The type of job being applied for will normally determine the need for a background check. Although not all employers actually perform background checks, it is important for all employers to be familiar with the process if a background check is needed or sought. When performing a pre-employment background check, the following should be considered:

    1. Credit Reports: The Fair Credit Reporting Act provides that all businesses must obtain an applicant’s written consent before seeking his or her credit report from one of the “big three” credit reporting agencies: Experian, TransUnion, and Equifax. If an applicant is deemed unfit due to their credit report, notice must be given to the applicant that explains why the employer has chosen not to hire them and a copy of the credit report must be provided. Employers must also provide information on the applicant’s right to dispute the report and give the name, address, and phone number of the company that supplied the credit report.

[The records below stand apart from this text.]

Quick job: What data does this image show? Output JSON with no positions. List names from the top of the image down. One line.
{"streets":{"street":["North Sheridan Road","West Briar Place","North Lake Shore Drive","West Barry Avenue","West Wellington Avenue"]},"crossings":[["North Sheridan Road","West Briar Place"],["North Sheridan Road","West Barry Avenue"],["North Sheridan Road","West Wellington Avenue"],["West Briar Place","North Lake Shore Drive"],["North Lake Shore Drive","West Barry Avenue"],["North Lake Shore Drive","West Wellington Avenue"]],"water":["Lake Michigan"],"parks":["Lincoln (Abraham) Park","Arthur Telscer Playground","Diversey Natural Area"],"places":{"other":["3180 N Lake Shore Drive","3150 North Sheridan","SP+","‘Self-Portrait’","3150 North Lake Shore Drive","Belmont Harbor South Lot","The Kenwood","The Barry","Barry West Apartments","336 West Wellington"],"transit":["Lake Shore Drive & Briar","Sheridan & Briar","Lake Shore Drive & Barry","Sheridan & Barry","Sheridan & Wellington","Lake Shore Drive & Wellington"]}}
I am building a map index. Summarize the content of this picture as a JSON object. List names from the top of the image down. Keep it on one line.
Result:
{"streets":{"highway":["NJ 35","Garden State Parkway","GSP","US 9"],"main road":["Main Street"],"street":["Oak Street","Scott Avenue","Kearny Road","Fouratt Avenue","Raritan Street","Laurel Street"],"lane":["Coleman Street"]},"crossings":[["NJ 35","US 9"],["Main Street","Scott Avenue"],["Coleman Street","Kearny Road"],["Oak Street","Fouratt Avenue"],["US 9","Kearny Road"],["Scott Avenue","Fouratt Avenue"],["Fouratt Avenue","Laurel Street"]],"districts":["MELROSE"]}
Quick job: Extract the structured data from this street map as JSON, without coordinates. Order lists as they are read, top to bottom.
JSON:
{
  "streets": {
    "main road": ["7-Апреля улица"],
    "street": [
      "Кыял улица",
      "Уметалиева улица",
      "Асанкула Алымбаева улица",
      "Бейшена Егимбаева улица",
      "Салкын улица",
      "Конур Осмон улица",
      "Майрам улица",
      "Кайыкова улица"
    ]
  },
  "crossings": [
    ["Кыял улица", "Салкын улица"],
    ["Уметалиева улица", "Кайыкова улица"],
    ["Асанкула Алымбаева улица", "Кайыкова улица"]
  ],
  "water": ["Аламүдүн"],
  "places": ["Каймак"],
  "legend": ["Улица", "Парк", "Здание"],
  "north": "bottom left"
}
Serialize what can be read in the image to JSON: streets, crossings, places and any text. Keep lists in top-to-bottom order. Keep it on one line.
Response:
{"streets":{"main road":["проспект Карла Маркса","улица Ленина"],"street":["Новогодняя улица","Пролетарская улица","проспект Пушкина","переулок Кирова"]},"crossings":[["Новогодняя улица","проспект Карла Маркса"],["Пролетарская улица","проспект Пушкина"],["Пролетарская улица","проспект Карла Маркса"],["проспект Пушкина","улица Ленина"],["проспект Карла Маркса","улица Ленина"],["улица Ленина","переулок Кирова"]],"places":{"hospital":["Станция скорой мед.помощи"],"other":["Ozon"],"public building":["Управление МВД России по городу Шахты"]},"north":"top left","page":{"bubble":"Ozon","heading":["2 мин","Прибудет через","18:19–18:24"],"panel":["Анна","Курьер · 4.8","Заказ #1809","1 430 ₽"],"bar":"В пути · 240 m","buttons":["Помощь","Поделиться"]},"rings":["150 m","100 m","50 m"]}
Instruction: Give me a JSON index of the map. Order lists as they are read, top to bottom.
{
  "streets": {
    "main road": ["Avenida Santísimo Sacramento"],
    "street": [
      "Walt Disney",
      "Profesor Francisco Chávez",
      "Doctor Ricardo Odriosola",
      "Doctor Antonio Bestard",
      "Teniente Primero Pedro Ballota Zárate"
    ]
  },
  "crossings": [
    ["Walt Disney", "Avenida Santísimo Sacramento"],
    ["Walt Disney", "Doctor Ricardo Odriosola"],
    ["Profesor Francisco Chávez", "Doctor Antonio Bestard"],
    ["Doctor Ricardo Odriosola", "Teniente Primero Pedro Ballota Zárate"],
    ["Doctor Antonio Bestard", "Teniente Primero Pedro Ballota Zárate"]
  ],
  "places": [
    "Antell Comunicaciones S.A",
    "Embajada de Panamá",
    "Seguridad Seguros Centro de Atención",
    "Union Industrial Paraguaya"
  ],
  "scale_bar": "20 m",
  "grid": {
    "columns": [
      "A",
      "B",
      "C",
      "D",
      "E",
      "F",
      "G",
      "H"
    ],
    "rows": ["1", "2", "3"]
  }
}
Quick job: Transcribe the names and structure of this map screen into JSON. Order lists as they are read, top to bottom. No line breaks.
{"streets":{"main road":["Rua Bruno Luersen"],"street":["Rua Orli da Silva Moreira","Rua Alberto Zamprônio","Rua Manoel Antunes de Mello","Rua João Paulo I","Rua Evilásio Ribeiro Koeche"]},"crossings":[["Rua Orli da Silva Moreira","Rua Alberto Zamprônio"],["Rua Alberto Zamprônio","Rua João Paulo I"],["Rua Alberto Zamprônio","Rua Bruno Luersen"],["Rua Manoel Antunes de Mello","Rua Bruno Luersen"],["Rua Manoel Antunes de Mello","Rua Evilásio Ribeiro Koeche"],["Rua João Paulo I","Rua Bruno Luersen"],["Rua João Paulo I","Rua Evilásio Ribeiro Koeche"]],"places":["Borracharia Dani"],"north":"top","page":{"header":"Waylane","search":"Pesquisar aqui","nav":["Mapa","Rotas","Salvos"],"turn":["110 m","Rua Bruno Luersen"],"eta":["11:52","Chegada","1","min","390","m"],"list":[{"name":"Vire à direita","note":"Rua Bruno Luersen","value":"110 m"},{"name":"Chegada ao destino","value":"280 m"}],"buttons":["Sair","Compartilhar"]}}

    2. Criminal Records: If an employer is wondering about someone’s criminal background, a lot of information can be found through a simple Google search or online public records search. However, for more in-depth record checks, state-specific laws apply. In North Carolina, if a criminal record has been expunged, employers are prohibited from asking applicants about the expunged criminal history. North Carolina state licensing boards may consider criminal records in approving or denying licensure, but if the board denies a license based on criminal records, the board must consider things like the level and seriousness of the crime, when the crime occurred, and the relationship between the crime and the profession or occupation the applicant seeks to practice. It is not unusual for most employers to ask applicants, either on a job application or in an interview, about their criminal history.
    3. Drug Testing: North Carolina law allows employers to require applicants and employees to take drug tests so long as state procedures are followed. Most commonly, employers use urine sampling to test for substance use. In any case, testing must be performed under reasonable and sanitary conditions and sent to an approved laboratory. Applicants have the right to retest a confirmed positive sample at their own expense at the same laboratory that confirmed the sample or at an approved laboratory of their choosing. Drug testing is normally required for federal employees and jobs that require the operation of heavy machinery, to name a few.
    4. Lie Detector Tests: The Employee Polygraph Protection Act prohibits most private employers from utilizing, requiring, or requesting lie detector testing in the hiring process and/or during the course of employment. However, the Act permits applicants of security service firms and pharmaceutical manufacturers, distributors, and dispensers to administer polygraph tests.
    5. Medical Records: The Americans with Disabilities Act (ADA) forbids employers from discriminating against applicants and employees based on physical or mental impairments. This is true for all aspects of employment, including hiring/firing, pay, promotion, and more. With this said, employers are not allowed to request an applicant’s medical records as a condition of employment. However, employers can condition a job offer based on the answers to certain medical questions and the ability to perform certain job functions. Employers can also require the passing of a medical exam if all of the employees in the same job have to take the exam.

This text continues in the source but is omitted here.